Sometimes, propane is better at fueling frustration than a fridge
None of us expects all that much from our electric refrigerators — just to keep our frozen food frozen and our refrigerated food cool enough not to spoil. Usually, we take this for granted, but these simple tasks seem to be too much for the propane refrigerator that shares our home.
Since we decided to live off the grid when we moved to Cambria’s backcountry, we had to find ways to minimize our electricity consumption. Propane appliances were a given. In the nine years we’ve been in our house, we’ve never had trouble with any of our appliances, except our blankity-blank propane refrigerator.
For my entire life until now, and for most of the years I lived at home with my parents, I considered self-defrosting refrigerators the norm. Not so with propane refrigerators. With a propane fridge, you have to defrost the freezer and refrigerator sections about every six weeks. Fins on the back wall of the fridge collect copious amounts of frost pretty quickly. The good thing is that when you defrost so often, you always have a clean refrigerator. The bad thing is that the process is a half-day project. Can I just say that I hate my propane refrigerator? Defrosting once or twice a year, OK. Every six weeks, nuh-uh. Besides, with our fridge, defrosting isn’t the only problem.
Since we received this refrigerator “jewel,” imported from an Amish man in Illinois who builds them from scratch, it has not worked properly. First the button you push to restart the pilot light after defrosting stopped working, so my husband, John, and I had to tag-team the system to get the pilot light relit. That meant one of us had to lie on the floor in front of the fridge to push and hold the restart button, and one of us had to lie on the floor behind the fridge to light the pilot light. Heaven help us if I needed to defrost when John wasn’t home.
Then the cooling coils failed, so no matter what the pilot light mechanism was doing, the fridge wouldn’t cool, resulting in lots of spoiled food. After we installed a heart-stoppingly expensive new cooling element, shipped all the way from Illinois, the thermocouple (what the heck is that?) and thermostat failed.
Finding a repair person to come up here to the middle of nowhere to fix the many things that keep going wrong with our propane fridge was a challenge. The only people we’ve found who would even give us the time of day are in Arroyo Grande — 1½ hours away. Over the past six months, their propane fridge guru has been up here three times, and we still have a fridge that isn’t working properly. Every time he fixes one thing, another part stops working.

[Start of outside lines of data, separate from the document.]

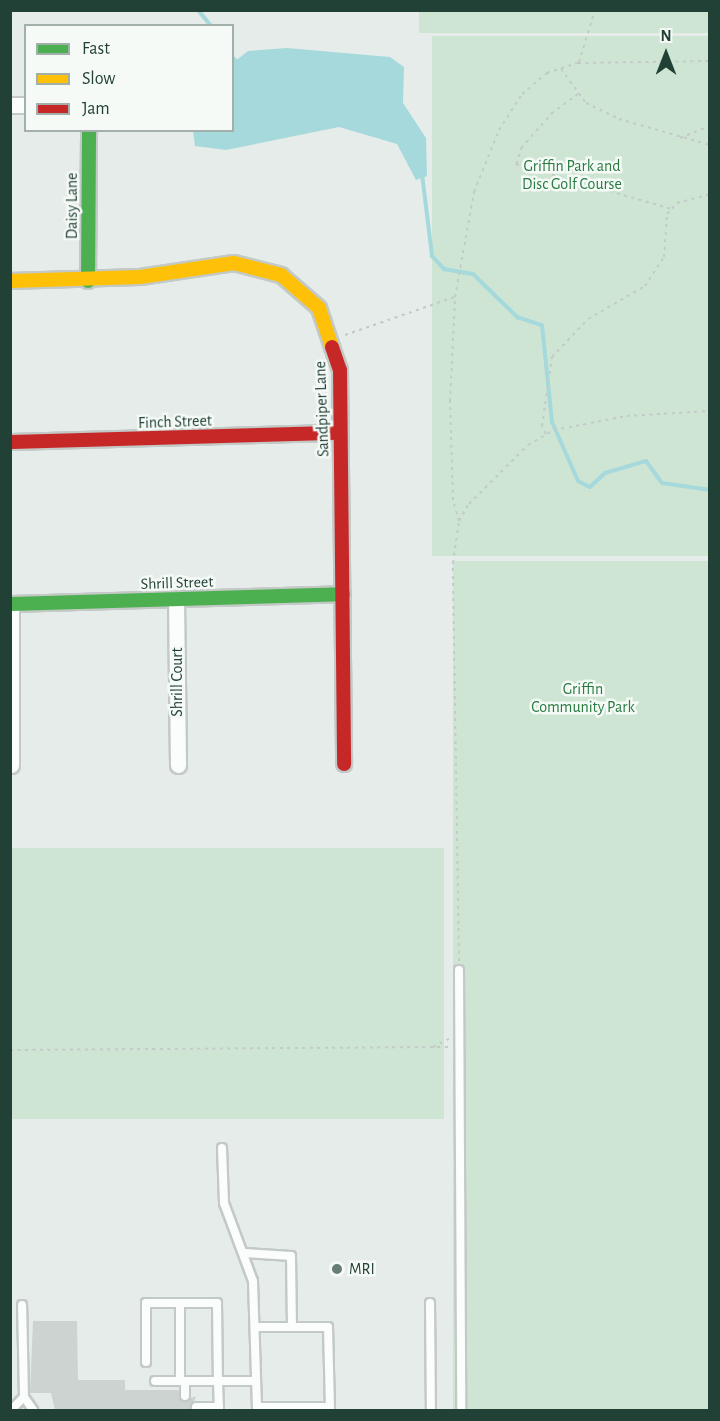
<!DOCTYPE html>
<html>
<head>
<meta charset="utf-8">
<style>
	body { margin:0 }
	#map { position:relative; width:720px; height:1421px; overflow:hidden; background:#e6ece9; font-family:"Alegreya Sans",sans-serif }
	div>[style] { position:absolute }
	.green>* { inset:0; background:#cfe5d4; transform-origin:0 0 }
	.water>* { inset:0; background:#a5d9dc }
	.stream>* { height:4px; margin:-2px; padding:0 2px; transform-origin:2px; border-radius:2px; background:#a5d9dc }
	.building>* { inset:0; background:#cdd3d0 }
	.path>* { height:2px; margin-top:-1px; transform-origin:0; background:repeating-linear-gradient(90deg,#c2cbc7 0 3px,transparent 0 7.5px) }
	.roads { filter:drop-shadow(2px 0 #c3c9c6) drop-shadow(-2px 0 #c3c9c6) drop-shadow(0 2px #c3c9c6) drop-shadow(0 -2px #c3c9c6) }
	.lane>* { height:8px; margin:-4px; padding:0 4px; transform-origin:4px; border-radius:4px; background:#fbfcfc }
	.street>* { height:15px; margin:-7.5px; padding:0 7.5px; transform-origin:7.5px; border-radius:7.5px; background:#fbfcfc }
	.fast>* { height:14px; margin:-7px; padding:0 7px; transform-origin:7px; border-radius:7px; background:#4caf50 }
	.slow>* { height:14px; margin:-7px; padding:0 7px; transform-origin:7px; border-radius:7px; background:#ffc107 }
	.jam>* { height:14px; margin:-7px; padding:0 7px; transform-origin:7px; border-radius:7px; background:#c62828 }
	.dots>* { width:16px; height:16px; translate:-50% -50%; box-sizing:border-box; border:3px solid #f5faf7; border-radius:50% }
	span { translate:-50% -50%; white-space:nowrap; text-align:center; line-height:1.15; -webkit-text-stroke:5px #f5faf7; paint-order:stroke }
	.park-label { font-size:16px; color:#297b42 }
	.street-label { font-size:16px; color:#224136 }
	.poi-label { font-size:16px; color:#224136 }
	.left { translate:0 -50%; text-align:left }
	.frame { position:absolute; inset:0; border:12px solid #224136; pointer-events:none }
	.legend { position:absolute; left:24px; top:24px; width:210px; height:108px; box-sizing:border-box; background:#f5faf7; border:2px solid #a1b0aa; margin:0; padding:8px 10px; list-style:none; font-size:18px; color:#224136 }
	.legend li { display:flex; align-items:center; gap:12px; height:30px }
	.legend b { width:30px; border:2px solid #a1b0aa }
	.north { position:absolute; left:636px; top:24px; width:60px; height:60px; -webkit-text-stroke:4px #f5faf7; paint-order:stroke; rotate:0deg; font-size:16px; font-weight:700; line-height:24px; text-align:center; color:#224136 }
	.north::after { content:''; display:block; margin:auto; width:21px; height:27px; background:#224136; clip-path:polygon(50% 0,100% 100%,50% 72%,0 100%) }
</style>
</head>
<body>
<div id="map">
	<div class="green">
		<div style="left:419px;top:11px;width:290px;height:22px"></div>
		<div style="left:432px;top:36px;width:277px;height:520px"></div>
		<div style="left:709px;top:561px;width:849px;height:256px;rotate:90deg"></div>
		<div style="left:11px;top:848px;width:433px;height:271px"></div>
	</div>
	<div class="water">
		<div style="clip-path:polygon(287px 48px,390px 57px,404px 67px,403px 103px,426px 138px,427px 176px,416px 180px,397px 144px,339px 127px,226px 150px,195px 146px,193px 131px,232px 130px,233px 63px,248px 51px)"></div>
	</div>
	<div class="stream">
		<div style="left:198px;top:10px;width:21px;rotate:51deg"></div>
		<div style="left:232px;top:57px;width:8px;rotate:45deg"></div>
		<div style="left:422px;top:174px;width:83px;rotate:83deg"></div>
		<div style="left:432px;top:256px;width:18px;rotate:47deg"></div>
		<div style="left:444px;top:269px;width:29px;rotate:10deg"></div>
		<div style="left:473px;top:274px;width:62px;rotate:44.3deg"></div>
		<div style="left:517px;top:317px;width:26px;rotate:18deg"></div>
		<div style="left:542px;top:325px;width:98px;rotate:84.1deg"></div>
		<div style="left:552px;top:422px;width:64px;rotate:66.2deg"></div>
		<div style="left:578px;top:481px;width:13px;rotate:27deg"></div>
		<div style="left:590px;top:487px;width:21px;rotate:-43deg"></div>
		<div style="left:605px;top:473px;width:43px;rotate:-16.3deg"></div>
		<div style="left:646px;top:461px;width:27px;rotate:54deg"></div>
		<div style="left:662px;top:483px;width:49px;rotate:8.3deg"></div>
	</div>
	<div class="building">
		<div style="clip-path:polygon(33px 1321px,77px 1321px,78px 1380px,125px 1380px,125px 1390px,178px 1390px,183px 1401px,196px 1396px,191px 1410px,55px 1410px,51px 1393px,30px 1393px)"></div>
	</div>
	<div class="path">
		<div style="left:579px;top:62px;width:54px;rotate:-72.9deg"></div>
		<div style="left:561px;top:69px;width:42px;rotate:53.7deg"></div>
		<div style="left:586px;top:103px;width:37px;rotate:26deg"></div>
		<div style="left:619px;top:119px;width:95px;rotate:15.9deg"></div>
		<div style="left:578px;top:94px;width:31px;rotate:144deg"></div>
		<div style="left:553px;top:112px;width:47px;rotate:131.5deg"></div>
		<div style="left:522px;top:147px;width:18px;rotate:109deg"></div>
		<div style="left:516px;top:164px;width:162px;rotate:16.1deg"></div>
		<div style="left:680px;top:138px;width:32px;rotate:-22deg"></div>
		<div style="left:345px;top:335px;width:116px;rotate:-19.1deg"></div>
		<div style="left:546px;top:434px;width:9px;rotate:-117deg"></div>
		<div style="left:542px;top:426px;width:70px;rotate:-81.8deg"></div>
		<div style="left:552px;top:357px;width:52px;rotate:-46.5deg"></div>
		<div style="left:588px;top:319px;width:66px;rotate:-30.1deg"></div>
		<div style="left:645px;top:286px;width:35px;rotate:-57deg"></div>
		<div style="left:664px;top:257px;width:43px;rotate:-86deg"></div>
		<div style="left:667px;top:214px;width:15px;rotate:-48deg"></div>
		<div style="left:677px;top:203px;width:34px;rotate:-15deg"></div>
		<div style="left:459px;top:521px;width:22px;rotate:-106deg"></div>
		<div style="left:453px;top:500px;width:99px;rotate:-91.7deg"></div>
		<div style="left:450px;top:401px;width:104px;rotate:-87.2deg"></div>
		<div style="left:455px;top:297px;width:107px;rotate:-79.7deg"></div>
		<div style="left:474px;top:192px;width:67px;rotate:-68deg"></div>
		<div style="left:499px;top:130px;width:43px;rotate:-57.4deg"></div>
		<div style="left:522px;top:94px;width:33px;rotate:-40deg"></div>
		<div style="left:547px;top:73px;width:33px;rotate:-18deg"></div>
		<div style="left:578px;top:63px;width:132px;rotate:-0.9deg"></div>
		<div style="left:459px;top:961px;width:398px;rotate:-90.9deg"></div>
		<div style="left:453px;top:563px;width:42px;rotate:-81.9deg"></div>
		<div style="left:459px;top:521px;width:20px;rotate:-60deg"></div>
		<div style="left:469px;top:504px;width:83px;rotate:-45deg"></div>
		<div style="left:528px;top:445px;width:30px;rotate:-30deg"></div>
		<div style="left:554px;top:430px;width:74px;rotate:-10.9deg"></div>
		<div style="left:627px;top:416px;width:83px;rotate:-3.4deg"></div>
		<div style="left:433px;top:1047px;width:18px;rotate:-27deg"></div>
		<div style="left:10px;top:1050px;width:439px;rotate:-0.4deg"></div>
	</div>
	<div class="roads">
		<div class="lane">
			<div style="left:459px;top:970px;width:440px;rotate:89.7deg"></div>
			<div style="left:222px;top:1148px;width:55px;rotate:87.9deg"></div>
			<div style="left:224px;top:1203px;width:83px;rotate:69.6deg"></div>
			<div style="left:253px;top:1281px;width:129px;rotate:88.2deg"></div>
			<div style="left:245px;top:1253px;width:46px;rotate:3.7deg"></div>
			<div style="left:291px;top:1256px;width:71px;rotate:89.2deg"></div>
			<div style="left:180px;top:1303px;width:78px;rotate:90deg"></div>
			<div style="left:430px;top:1303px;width:107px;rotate:89.5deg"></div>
			<div style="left:257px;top:1327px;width:71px"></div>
			<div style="left:328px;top:1327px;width:83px;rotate:88.6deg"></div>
			<div style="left:146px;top:1362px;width:59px;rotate:-90deg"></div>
			<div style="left:146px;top:1303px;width:71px"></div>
			<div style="left:217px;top:1303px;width:78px;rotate:89.3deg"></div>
			<div style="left:218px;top:1381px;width:63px;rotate:180deg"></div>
			<div style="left:185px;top:1381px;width:15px;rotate:90deg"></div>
			<div style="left:24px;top:1397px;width:16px;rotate:55deg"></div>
			<div style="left:196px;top:1407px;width:23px"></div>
			<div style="left:257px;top:1407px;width:72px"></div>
			<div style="left:11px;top:1410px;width:18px;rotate:-45deg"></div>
			<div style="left:24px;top:1397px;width:92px;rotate:-91.2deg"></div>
			<div style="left:219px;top:1410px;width:29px;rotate:-92deg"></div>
			<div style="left:218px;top:1381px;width:38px"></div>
		</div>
		<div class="street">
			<div style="left:10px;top:105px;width:16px"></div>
			<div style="left:176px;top:599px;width:166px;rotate:89.3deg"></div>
			<div style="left:11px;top:604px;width:161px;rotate:90deg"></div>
		</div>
		<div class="fast">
			<div style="left:88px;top:281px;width:151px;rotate:-89.6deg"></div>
			<div style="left:10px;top:604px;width:333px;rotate:-1.7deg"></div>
		</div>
		<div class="slow">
			<div style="left:10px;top:281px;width:130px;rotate:-1.8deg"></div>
			<div style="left:140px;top:277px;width:95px;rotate:-8.5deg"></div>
			<div style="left:234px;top:263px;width:49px;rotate:14.3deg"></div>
			<div style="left:281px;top:275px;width:50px;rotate:41deg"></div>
			<div style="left:319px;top:308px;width:41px;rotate:71.6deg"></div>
		</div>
		<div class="jam">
			<div style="left:332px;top:347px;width:24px;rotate:71deg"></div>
			<div style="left:340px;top:370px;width:394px;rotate:89.4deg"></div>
			<div style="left:10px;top:442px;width:330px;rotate:-1.6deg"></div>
		</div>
	</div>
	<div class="dots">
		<div style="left:337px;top:1269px;background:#677d75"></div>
	</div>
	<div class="park-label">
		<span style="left:572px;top:175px">Griffin Park and<br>Disc Golf Course</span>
		<span style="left:583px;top:698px">Griffin<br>Community Park</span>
	</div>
	<div class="street-label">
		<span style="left:72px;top:206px;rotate:-90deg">Daisy Lane</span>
		<span style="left:322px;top:409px;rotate:-92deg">Sandpiper Lane</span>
		<span style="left:175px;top:422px;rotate:-2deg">Finch Street</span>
		<span style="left:177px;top:583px;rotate:-2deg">Shrill Street</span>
		<span style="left:177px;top:682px;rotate:-90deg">Shrill Court</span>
	</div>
	<div class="poi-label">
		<span class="left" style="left:349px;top:1269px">MRI</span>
	</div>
	<div class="frame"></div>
	<ul class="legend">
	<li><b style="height:8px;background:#4caf50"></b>Fast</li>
	<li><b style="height:8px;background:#ffc107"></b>Slow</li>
	<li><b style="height:8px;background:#c62828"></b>Jam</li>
	</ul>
	<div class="north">N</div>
</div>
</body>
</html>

Thanks to the generosity of our neighbors, allowing us to store some food in their fridge, and using our cooler for the rest, we got through several days right before Christmas when the fridge wouldn’t cool. Now, while we’re waiting for the new thermocouple and thermostat, we have to shove a peg of wood against the pilot-light start button to keep the pilot light on and the fridge running. The
only problem with this temporary fix is that the fridge is either on and everything is in danger of freezing, or it’s off and everything is in danger of spoiling.
Over the years, I have repeatedly threatened to push our propane refrigerator off a cliff and beef up our solar-panel array and battery bank so we can support a normal electric refrigerator; 2015 may be the year I finally make good on my threats.